== Records
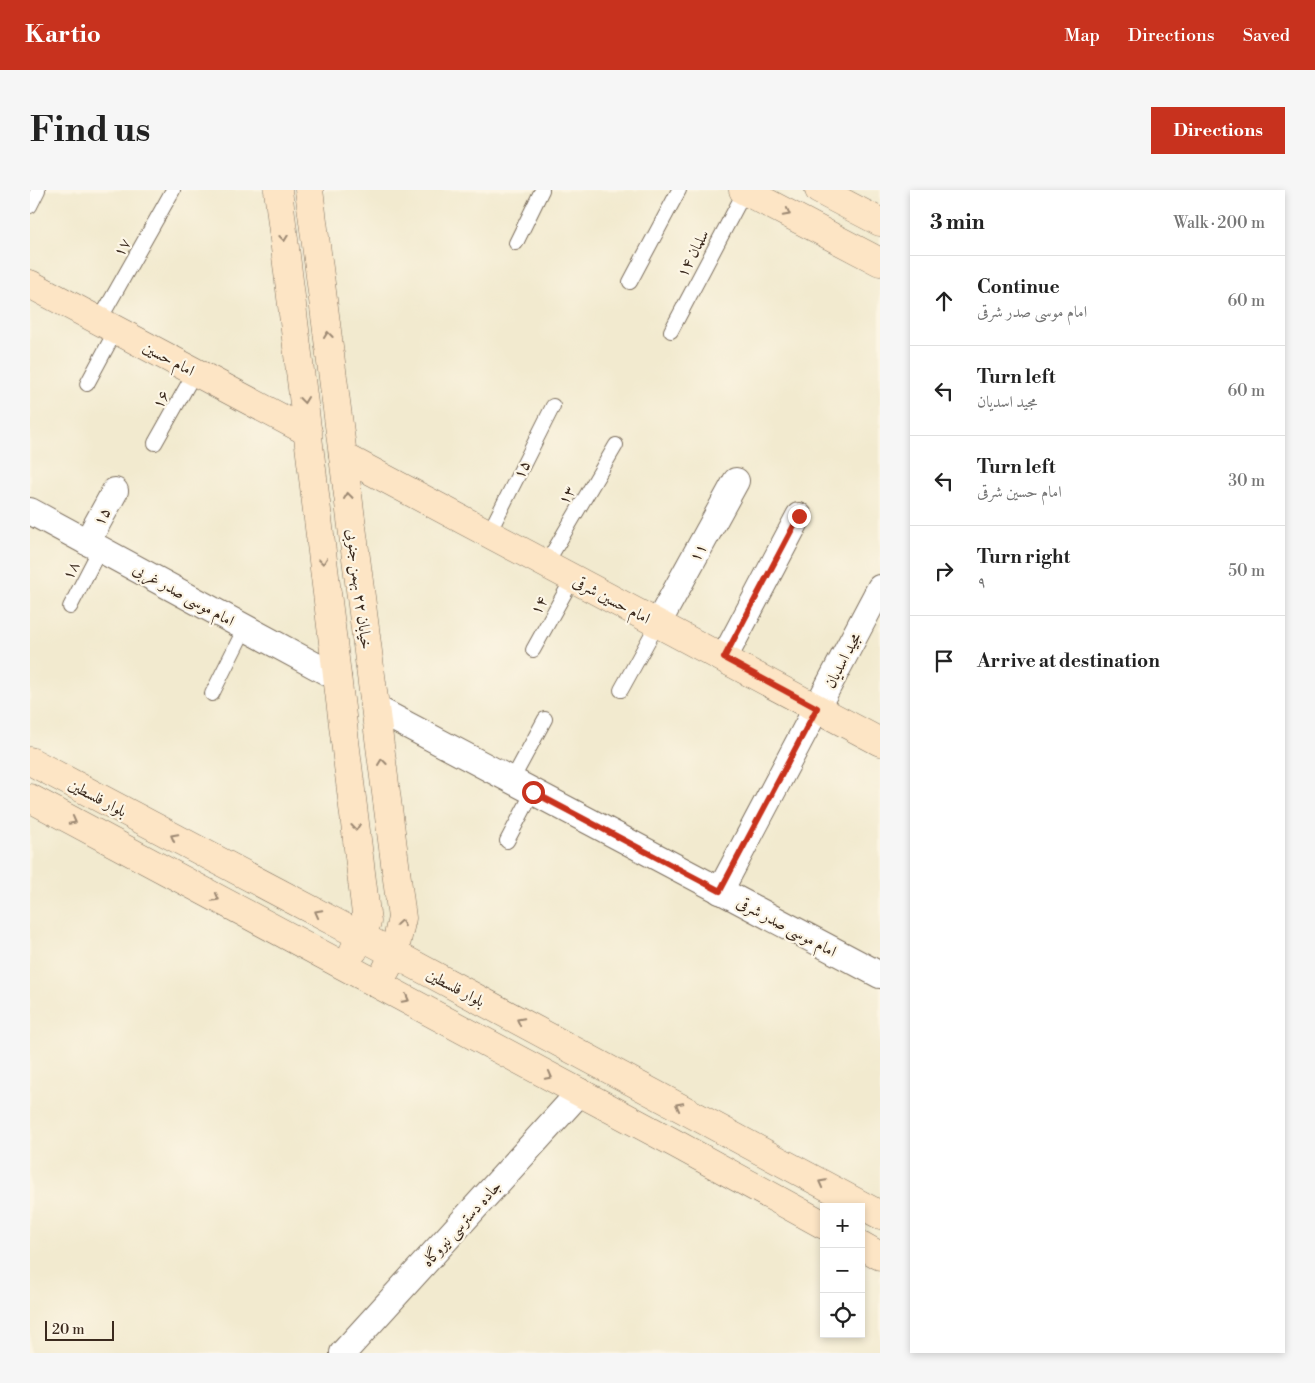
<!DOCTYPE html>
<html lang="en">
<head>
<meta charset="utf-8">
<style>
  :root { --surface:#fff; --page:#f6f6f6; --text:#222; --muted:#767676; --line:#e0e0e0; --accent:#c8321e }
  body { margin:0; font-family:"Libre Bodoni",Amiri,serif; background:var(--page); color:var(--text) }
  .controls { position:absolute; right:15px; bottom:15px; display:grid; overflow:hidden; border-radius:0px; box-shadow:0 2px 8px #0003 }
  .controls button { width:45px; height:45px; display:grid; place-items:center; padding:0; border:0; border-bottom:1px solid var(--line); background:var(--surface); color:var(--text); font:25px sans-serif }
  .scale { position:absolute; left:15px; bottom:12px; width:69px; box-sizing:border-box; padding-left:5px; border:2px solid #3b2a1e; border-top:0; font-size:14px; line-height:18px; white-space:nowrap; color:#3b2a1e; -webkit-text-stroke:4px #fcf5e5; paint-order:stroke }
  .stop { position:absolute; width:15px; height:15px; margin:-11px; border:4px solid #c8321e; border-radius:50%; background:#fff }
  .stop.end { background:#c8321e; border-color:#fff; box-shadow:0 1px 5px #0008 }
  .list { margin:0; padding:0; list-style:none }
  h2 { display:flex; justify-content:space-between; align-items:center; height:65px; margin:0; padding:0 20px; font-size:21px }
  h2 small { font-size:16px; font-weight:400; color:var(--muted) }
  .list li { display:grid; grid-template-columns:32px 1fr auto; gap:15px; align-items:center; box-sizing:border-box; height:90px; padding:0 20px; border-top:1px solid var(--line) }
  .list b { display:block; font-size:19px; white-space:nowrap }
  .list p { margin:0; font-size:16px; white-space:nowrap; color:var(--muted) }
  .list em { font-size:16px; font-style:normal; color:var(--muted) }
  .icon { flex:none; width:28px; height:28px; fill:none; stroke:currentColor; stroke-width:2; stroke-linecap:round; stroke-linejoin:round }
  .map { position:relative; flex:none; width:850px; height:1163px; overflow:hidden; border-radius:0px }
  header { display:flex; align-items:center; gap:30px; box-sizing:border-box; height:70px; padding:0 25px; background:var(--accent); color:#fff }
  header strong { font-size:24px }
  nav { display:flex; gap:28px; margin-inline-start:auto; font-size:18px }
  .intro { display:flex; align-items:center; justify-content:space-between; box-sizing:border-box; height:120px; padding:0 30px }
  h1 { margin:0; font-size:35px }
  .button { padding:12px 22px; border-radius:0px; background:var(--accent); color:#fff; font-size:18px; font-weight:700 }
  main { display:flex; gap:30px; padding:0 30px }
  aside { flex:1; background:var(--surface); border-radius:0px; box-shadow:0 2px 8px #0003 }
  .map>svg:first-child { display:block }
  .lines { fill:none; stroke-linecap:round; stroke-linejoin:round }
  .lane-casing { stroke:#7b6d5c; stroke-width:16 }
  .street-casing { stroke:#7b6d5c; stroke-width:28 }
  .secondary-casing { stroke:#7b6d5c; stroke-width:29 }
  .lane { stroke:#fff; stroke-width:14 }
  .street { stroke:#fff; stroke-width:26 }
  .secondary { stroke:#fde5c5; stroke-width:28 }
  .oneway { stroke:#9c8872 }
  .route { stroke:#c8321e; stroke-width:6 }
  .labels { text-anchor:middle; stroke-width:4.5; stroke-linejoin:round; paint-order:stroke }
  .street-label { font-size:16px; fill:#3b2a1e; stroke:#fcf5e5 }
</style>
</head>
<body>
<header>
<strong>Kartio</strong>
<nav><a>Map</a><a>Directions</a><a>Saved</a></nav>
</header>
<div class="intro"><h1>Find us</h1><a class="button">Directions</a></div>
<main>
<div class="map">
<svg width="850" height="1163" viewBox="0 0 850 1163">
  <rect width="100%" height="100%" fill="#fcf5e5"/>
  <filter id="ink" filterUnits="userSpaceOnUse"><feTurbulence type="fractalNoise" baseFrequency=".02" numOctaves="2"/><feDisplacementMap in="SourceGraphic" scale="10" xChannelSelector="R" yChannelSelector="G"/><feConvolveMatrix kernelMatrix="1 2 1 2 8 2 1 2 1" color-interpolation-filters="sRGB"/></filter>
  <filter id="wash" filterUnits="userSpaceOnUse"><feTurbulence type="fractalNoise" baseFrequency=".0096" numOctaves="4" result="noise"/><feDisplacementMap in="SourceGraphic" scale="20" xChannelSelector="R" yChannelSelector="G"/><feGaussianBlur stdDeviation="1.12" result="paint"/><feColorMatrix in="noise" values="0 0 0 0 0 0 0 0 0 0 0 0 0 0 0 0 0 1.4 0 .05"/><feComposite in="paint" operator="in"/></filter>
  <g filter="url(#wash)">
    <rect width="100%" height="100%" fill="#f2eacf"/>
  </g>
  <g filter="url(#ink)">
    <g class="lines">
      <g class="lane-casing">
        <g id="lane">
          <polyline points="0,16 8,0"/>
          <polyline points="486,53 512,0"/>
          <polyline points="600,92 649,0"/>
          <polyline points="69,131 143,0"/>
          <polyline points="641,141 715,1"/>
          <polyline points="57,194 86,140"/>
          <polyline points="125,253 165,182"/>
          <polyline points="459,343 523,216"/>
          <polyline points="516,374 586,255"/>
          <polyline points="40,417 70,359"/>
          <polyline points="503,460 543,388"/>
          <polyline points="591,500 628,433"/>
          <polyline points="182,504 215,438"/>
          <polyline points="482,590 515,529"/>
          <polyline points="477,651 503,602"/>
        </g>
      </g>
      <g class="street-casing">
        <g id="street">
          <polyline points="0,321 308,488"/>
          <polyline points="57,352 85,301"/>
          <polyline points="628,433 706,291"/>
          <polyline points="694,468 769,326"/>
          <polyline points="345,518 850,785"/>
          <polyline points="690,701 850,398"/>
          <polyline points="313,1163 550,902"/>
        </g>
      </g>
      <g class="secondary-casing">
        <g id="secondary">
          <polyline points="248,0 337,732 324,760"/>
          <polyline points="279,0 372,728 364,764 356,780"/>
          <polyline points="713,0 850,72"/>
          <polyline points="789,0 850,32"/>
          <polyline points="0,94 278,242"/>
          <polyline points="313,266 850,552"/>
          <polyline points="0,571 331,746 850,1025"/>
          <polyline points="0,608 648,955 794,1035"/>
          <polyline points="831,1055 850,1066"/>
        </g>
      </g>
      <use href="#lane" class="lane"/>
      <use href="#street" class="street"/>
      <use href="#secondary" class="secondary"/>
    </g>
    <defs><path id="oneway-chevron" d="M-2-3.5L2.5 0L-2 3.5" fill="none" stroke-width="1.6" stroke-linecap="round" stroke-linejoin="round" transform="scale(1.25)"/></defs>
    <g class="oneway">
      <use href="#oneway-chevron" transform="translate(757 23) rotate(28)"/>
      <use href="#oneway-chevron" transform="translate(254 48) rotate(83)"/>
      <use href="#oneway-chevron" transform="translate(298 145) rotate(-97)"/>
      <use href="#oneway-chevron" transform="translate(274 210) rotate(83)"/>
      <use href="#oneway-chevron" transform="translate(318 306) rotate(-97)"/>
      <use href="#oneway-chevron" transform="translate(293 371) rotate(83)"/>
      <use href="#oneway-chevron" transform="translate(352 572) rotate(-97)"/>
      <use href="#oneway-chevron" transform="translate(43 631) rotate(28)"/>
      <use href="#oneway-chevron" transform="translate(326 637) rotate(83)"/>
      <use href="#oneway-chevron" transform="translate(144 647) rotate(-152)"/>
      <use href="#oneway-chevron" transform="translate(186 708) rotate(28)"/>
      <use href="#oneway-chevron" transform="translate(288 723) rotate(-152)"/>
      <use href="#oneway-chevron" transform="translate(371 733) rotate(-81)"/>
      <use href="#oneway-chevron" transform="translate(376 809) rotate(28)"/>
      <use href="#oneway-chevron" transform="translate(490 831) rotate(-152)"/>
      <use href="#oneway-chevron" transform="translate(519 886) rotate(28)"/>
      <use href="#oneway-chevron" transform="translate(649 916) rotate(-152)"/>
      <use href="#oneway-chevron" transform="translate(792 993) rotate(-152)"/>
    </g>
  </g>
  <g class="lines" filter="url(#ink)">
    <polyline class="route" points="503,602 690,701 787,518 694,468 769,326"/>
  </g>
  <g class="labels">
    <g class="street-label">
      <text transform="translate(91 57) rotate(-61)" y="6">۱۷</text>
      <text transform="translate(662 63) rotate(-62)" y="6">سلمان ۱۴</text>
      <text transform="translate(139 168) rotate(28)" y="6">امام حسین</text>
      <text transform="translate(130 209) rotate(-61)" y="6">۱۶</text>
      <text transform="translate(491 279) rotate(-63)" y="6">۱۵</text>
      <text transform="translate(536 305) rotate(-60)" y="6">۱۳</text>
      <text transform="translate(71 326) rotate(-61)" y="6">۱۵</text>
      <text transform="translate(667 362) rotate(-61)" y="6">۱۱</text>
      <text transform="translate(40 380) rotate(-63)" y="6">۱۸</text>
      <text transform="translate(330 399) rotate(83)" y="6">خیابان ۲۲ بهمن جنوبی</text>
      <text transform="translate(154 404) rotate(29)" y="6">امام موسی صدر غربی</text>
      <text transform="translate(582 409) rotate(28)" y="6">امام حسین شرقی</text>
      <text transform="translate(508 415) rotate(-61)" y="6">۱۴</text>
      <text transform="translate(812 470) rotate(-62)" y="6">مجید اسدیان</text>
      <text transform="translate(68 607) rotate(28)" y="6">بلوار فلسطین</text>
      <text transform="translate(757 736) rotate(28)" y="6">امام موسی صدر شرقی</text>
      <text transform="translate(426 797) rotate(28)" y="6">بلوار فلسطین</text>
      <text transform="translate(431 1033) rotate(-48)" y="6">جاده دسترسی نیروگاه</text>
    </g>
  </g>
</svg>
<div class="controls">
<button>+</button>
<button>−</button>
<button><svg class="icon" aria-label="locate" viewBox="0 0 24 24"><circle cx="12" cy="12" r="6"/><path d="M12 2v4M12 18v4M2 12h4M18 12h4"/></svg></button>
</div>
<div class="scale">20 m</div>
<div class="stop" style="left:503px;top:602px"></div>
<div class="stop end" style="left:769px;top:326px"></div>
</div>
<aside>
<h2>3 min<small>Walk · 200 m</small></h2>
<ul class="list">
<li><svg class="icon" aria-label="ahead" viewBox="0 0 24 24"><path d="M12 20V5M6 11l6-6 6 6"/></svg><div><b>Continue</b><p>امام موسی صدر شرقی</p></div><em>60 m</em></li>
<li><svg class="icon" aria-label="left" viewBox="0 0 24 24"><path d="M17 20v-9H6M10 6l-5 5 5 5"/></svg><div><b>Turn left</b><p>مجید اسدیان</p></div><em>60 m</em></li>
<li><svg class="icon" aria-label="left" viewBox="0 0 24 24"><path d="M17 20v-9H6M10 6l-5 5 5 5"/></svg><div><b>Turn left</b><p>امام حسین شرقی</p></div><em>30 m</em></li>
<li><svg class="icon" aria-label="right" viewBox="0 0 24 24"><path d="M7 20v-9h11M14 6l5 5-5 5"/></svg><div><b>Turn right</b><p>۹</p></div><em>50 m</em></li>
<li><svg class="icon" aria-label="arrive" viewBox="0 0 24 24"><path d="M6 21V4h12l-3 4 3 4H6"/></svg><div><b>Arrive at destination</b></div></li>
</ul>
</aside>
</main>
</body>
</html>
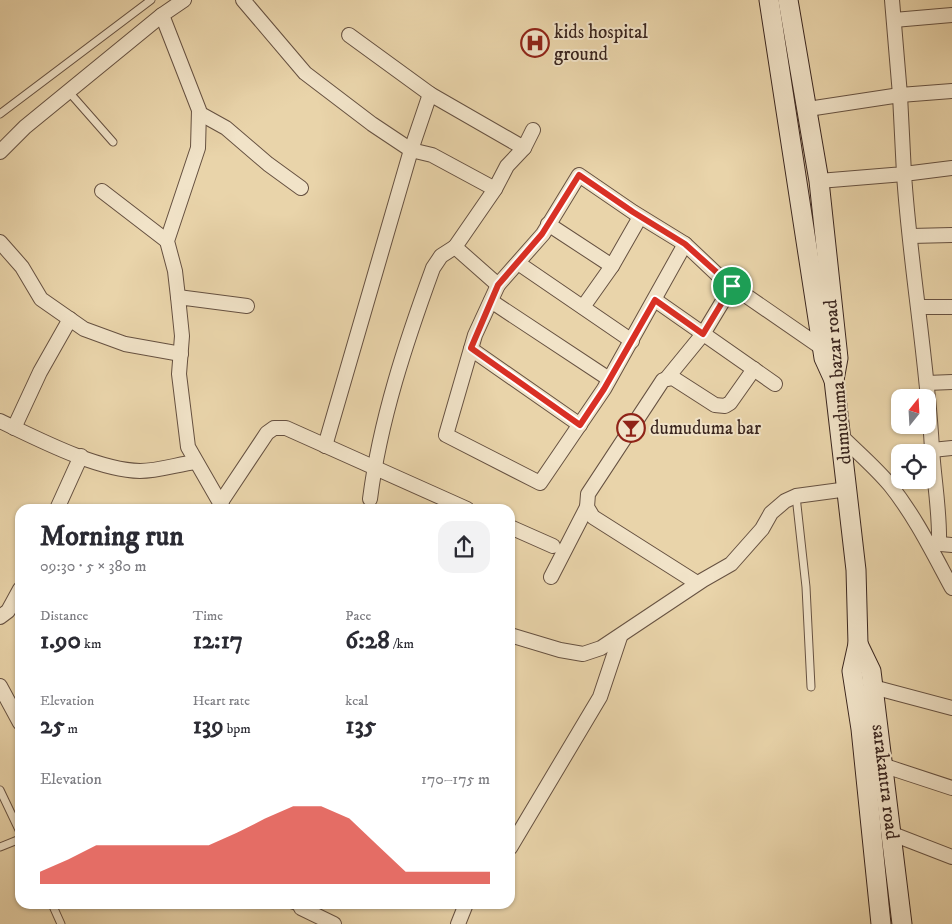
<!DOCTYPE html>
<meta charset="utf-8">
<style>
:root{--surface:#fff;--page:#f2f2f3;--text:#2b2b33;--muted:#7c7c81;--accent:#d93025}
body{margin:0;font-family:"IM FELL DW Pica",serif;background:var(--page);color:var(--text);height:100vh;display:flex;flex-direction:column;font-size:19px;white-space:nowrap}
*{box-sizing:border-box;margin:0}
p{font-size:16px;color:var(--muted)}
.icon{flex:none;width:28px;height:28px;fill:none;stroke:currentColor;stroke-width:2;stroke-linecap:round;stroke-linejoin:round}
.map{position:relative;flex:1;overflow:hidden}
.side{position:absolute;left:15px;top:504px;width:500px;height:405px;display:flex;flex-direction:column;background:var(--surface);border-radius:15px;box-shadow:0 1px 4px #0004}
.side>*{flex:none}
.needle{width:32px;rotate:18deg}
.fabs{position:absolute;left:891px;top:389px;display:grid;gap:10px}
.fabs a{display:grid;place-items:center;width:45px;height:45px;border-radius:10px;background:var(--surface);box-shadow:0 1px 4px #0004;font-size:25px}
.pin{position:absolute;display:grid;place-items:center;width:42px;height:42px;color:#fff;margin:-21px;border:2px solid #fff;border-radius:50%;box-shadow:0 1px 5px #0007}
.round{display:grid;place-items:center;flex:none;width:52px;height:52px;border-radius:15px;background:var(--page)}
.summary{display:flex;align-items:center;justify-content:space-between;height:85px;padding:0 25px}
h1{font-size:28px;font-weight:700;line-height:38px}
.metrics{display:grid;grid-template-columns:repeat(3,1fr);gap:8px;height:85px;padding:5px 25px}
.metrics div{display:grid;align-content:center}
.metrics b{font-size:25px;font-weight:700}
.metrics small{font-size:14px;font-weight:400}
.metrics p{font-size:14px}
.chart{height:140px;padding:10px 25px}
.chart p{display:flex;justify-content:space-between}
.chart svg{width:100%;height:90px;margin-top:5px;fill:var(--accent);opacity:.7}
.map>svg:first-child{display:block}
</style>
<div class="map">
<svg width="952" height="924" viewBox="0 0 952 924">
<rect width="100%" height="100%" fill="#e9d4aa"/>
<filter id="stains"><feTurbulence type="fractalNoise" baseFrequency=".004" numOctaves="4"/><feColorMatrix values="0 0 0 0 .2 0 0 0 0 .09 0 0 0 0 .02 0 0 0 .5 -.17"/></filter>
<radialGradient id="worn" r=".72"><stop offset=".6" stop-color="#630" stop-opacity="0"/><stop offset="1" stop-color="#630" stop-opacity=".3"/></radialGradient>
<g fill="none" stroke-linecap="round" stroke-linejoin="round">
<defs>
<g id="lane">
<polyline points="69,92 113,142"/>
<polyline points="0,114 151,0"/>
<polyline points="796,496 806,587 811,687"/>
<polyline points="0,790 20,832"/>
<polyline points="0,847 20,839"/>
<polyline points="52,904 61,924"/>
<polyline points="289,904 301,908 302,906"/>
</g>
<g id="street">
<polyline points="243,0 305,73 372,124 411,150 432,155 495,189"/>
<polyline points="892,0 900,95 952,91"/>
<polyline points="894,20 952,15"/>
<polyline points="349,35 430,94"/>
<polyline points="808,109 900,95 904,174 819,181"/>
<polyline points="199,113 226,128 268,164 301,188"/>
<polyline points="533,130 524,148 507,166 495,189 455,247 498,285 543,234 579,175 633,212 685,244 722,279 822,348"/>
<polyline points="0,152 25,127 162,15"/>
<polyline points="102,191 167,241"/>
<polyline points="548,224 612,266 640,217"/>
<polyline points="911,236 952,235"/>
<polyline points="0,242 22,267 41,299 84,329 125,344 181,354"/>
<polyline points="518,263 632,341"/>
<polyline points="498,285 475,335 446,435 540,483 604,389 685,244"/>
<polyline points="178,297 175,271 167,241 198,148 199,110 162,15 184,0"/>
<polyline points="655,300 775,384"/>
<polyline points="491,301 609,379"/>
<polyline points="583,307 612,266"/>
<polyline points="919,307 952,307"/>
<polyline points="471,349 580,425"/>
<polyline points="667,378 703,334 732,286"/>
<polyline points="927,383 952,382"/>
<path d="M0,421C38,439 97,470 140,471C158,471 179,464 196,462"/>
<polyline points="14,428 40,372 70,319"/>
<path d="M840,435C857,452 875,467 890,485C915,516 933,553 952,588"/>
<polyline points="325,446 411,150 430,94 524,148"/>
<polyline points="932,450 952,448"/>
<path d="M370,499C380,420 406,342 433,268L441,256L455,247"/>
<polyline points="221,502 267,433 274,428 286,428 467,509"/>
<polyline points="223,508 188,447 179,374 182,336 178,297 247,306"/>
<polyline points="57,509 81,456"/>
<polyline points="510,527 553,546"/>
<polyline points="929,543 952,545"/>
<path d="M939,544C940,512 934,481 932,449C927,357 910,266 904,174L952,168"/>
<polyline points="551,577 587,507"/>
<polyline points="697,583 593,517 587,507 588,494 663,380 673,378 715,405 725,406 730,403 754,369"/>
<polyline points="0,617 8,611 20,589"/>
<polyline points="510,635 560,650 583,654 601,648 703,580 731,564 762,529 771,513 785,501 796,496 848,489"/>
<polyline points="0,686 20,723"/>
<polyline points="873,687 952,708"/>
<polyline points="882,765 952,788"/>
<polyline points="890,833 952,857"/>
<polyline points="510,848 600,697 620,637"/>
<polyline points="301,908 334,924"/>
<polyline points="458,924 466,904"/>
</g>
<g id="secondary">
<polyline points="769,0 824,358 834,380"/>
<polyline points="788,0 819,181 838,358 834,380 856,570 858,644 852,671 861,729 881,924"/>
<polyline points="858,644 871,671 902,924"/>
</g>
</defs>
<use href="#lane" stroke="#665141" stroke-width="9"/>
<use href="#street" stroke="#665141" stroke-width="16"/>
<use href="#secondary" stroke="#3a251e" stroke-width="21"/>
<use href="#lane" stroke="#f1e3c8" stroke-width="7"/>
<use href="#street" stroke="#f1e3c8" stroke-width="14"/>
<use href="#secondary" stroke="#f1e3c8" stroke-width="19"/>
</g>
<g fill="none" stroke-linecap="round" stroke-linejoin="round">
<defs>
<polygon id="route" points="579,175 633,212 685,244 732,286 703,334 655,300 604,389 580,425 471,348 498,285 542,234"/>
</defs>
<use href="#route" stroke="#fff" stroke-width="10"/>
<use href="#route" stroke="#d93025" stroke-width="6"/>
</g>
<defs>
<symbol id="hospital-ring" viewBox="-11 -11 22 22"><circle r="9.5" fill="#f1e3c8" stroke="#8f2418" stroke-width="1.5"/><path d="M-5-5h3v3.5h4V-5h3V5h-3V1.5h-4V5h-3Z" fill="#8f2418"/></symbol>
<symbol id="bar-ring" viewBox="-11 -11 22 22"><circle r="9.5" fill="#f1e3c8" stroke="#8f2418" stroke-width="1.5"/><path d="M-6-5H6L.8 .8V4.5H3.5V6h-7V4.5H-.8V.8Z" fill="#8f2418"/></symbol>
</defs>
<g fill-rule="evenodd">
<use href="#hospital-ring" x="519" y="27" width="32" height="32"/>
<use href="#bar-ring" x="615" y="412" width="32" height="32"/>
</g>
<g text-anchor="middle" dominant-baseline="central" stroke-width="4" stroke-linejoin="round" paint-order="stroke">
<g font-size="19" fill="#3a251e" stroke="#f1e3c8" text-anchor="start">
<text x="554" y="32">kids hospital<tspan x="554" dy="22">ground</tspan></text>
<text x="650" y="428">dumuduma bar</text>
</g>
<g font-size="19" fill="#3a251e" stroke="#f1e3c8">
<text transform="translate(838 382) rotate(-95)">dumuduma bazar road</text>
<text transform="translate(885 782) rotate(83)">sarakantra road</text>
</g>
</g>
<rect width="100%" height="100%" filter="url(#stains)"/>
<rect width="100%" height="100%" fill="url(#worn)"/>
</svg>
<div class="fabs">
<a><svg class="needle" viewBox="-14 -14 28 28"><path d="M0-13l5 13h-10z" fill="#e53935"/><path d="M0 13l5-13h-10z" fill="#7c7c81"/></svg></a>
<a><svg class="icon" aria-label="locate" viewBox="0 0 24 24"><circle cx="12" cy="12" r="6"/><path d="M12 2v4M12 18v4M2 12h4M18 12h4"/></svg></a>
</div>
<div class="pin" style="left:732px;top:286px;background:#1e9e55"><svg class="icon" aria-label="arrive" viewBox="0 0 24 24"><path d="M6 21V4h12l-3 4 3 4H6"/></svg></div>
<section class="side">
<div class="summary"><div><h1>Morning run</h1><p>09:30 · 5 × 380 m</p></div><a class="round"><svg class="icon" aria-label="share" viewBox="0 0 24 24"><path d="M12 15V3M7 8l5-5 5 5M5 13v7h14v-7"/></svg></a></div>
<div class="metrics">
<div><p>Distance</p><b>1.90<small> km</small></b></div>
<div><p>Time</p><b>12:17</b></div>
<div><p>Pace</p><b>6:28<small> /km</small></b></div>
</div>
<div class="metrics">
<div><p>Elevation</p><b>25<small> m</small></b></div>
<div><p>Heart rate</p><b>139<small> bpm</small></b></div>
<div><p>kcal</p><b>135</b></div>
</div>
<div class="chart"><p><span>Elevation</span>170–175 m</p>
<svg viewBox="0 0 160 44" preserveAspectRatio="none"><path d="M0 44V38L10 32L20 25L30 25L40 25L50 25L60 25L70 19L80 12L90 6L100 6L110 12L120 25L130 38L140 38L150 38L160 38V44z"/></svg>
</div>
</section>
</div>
====
**Exercise prompt:** Each line with the word "bottom" in the records above belongs in the result; copy all of them.

**Output of the task:**
  .controls { position:absolute; right:15px; bottom:15px; display:grid; overflow:hidden; border-radius:0px; box-shadow:0 2px 8px #0003 }
  .controls button { width:45px; height:45px; display:grid; place-items:center; padding:0; border:0; border-bottom:1px solid var(--line); background:var(--surface); color:var(--text); font:25px sans-serif }
  .scale { position:absolute; left:15px; bottom:12px; width:69px; box-sizing:border-box; padding-left:5px; border:2px solid #3b2a1e; border-top:0; font-size:14px; line-height:18px; white-space:nowrap; color:#3b2a1e; -webkit-text-stroke:4px #fcf5e5; paint-order:stroke }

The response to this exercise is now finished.